● **Records for this task**:
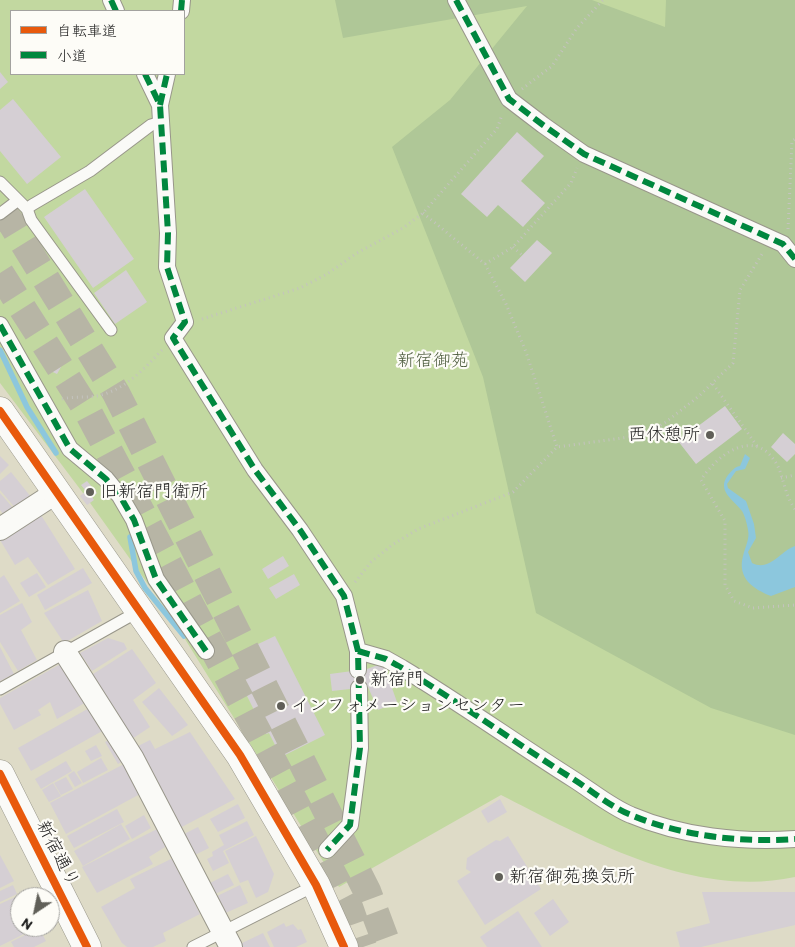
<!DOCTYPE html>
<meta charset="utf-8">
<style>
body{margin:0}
#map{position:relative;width:795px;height:947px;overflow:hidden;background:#dedbc7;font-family:Itim,"Klee One",sans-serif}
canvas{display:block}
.legend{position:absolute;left:10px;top:10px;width:175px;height:65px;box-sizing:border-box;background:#fdfcf7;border:1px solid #a3a29f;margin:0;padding:6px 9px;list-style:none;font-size:15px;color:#1c1c1c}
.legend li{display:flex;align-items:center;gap:10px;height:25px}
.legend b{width:25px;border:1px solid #a3a29f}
.north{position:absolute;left:10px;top:887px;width:50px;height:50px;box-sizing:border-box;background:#fdfcf7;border:1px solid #a3a29f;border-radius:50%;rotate:214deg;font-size:14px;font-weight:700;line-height:20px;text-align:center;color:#1c1c1c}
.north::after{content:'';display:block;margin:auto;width:18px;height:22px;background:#605f58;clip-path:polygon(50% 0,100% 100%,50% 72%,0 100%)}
</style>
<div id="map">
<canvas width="795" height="947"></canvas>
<ul class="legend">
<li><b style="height:6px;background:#e8590c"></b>自転車道</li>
<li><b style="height:6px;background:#00873e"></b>小道</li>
</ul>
<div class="north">N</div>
</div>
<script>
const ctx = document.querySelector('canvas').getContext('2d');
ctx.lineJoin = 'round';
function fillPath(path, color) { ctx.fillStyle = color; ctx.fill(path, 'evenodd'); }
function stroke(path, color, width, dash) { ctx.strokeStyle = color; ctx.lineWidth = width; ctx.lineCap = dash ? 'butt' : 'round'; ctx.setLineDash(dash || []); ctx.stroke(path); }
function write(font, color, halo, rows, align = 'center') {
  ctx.font = font + ' Itim,"Klee One",sans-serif'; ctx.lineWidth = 4.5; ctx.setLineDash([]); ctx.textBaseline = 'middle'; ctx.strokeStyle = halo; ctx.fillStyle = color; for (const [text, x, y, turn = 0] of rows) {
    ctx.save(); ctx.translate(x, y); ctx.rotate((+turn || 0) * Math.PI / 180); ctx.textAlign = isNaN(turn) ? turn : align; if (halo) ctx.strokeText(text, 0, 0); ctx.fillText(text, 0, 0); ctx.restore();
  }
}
fillPath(new Path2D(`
 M0,0H795V877C693,899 588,839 501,795L339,887L170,615L83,493L0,383ZM11,11H184V74H11Z`), '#c2d8a0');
fillPath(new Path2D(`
 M335,0H592L665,27L666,0H795V735L711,708L536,613L483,377L392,147L450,100L527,6L343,38Z`), '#afc797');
fillPath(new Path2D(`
 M745,454L750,458L745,469L736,471L727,484L728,488L746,501L754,524L756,538L748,552L752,563C770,572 780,551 795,546V587L771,596C753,589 737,578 743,556C745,547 750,539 748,530C747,524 745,516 742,511C734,500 716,491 728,475C732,471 734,467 740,466Z`), '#8cc7dd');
stroke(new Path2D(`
 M0,350L27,407L56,453
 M130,537L136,571L145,588L184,636`), '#8cc7dd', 5.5);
fillPath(new Path2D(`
 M0,72L8,82L0,89Z
 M13,99L61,157L27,184L0,151V110Z
 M517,132L544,156L521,181L545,203L523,227L498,205L487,217L461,194Z
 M85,189L134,259L93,288L44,217Z
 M537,240L552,253L525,282L510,268Z
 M126,270L147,302L115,324L94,293Z
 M48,360L61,367L57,374L44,368Z
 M725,406L742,429L696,464L678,441Z
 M783,433L795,444V454L787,462L771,447Z
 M0,456L9,465L0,474Z
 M11,472L31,497L16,509L0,490V481Z
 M87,481L97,493L92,497L94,500L87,505L80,496L86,491L81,485Z
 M0,493L14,509L4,515L0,510Z
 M41,515L75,569L48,585L28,557L15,565L0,540Z
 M283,556L289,566L268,579L262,569Z
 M83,568L92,583L45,610L37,595Z
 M37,573L46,587L29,597L20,583Z
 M294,574L300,585L276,599L269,588Z
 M4,575L20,601L0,613V578Z
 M88,590L102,621L64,643L44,613Z
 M22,603L32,622L21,630L37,660L18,671L0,642V615Z
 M275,636L325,735L281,757L269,733L266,734L238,678L245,675L235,655Z
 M108,638L124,643L127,649L92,671L80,653Z
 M0,647L14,674L0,681Z
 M132,649L156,683L133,700L150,727L129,741L90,676Z
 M64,662L88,701L57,719L50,702L38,710L41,715L14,730L0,704V698Z
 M383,663L397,702L378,710L368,687L332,691L330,674L367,669Z
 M159,688L188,725L172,736L142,702Z
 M91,707L104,730L31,771L18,748Z
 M190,732L235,799L178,829L138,746L150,740L155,749Z
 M115,736L128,758L118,764L105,742Z
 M96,745L102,756L91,761L85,751Z
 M101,758L108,770L83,783L77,772Z
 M66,761L72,771L41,789L35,779Z
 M124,764L140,794L66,834L50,803Z
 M74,771L82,783L75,787L68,775Z
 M66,777L73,789L61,795L54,783Z
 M53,783L61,796L49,802L42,790Z
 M500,799L507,812L488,823L481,811Z
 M238,804L245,818L218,832L210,819Z
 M117,809L124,822L74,848L67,836Z
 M144,815L151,828L132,839L125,826Z
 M247,821L254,835L223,851L229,863L213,871L207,859L213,856L212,852L224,845L219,835Z
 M121,824L130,839L83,866L74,851Z
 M161,827L170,844L149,857L153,864L97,893L82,867Z
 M198,827L209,848L191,857L180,836Z
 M256,836L274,874L268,892L256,898L248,880L240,883L225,851Z
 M508,836L541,889L485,925L457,881L471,872L466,869L467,858L496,840L500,841Z
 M0,855L14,881L0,888Z
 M173,858L200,914L163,933L166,941L153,947H127L122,943L101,907L135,888L130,879Z
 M228,874L234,885L211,896L206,885Z
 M13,885L17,894L0,902V891Z
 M240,885L248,903L221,915L213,898Z
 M702,892H795V925L701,947H680L676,932L710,923Z
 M22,894L23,897H20V927H38L0,946V904Z
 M553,899L569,922L550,936L534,913Z
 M518,911L542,947H487L480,937Z
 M284,923L286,927L293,924L298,930L301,929L307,942L296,947H274L267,932Z
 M39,928L46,941L34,947H14L11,942Z
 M263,933L270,947H238V945Z`), '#d5cfd4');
stroke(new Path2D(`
 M0,209L12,224L116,393L367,891L388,947
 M0,273L87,410L347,901L363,947`), '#b7b5a5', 28, [28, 14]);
const service = new Path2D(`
 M0,182L27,209L31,220L111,330
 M27,209L32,205L90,171L151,125L161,122
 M0,214L17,201
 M0,689L139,611
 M193,947L316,885`);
const pedestrian = new Path2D(`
 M111,0L116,11
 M456,0L509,99L543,125L584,154L783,244L795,259
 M181,11L182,0
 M145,74L160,105L168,233L167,267L185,322L173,338L255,470L300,530L344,596L358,651V670
 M160,105L167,74
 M0,325L70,449L106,479L120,496L134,520L156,579L206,651
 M358,651L386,659L402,668C460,703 516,743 573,779C592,791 611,807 631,815C680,836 743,843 795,839
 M327,850L350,825L360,748L359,688`);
const minor = new Path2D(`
 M0,529L57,492
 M65,652L133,759L231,947`);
const tertiary = new Path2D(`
 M0,411L240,755L316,885L344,947
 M0,774L87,947`);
stroke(service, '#98968a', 13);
stroke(pedestrian, '#98968a', 18);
stroke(minor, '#98968a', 24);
stroke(tertiary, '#98968a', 29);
stroke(new Path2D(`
 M522,89L552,66L577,28L603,0
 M423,213L485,264L506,304L526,352L557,447
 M788,229L792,141L795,139
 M513,247L522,255
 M485,264L513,247L571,183L577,168
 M202,319L300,288L327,274L357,253L403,228L423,213L497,129L502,115
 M713,384L757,446
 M62,399C74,396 85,398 97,396C125,390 143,370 162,350
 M781,478L795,475
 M795,509C783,493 784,473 774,460C752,428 716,456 701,480L725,521V585L734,601L753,608L795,605
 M355,582L371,562L392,545L418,529L513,492L557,447L644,435L666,422L699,396L733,363L740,290L762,254`), '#c4c3be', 3, [1, 4]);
stroke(service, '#fafaf7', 11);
stroke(pedestrian, '#fafaf7', 16);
stroke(minor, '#fafaf7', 22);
stroke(tertiary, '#fafaf7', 28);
stroke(new Path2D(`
 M111,0L116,11
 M456,0L509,99L543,125L584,154L783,244L795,259
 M181,11L182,0
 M145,74L160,105L168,233L167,267L185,322L173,338L255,470L300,530L344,596L358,651L360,748L350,825L327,850
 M160,105L167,74
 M0,325L70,449L106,479L120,496L134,520L156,579L206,651
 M358,651L386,659L402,668C460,703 516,743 573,779C592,791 611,807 631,815C680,836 743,843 795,839`), '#00873e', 6, [12, 6]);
stroke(new Path2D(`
 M0,411L240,755L316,885L344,947
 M0,774L87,947`), '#e8590c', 8);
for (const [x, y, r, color] of [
 [710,435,5,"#605f58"],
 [90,492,5,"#605f58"],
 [360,680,5,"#605f58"],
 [281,706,5,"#605f58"],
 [499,877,5,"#605f58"]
]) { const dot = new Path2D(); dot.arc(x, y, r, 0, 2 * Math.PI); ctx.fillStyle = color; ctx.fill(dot); stroke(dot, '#fdfcf7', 2); }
write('18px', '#4e5d3f', '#fdfcf7', [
 ["新宿御苑",433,361]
]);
write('18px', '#1c1c1c', '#fdfcf7', [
 ["西休憩所",700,435,"right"],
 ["旧新宿門衛所",100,492],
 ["新宿門",370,680],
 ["インフォメーションセンター",291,706],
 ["新宿御苑換気所",509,877]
], 'left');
write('18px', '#1c1c1c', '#fdfcf7', [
 ["新宿通り",57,854,63]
]);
</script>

● **What you will do**:
Go through the entries and return each line where the word "strokeStyle" appears.

● **Completed task**:
function stroke(path, color, width, dash) { ctx.strokeStyle = color; ctx.lineWidth = width; ctx.lineCap = dash ? 'butt' : 'round'; ctx.setLineDash(dash || []); ctx.stroke(path); }
  ctx.font = font + ' Itim,"Klee One",sans-serif'; ctx.lineWidth = 4.5; ctx.setLineDash([]); ctx.textBaseline = 'middle'; ctx.strokeStyle = halo; ctx.fillStyle = color; for (const [text, x, y, turn = 0] of rows) {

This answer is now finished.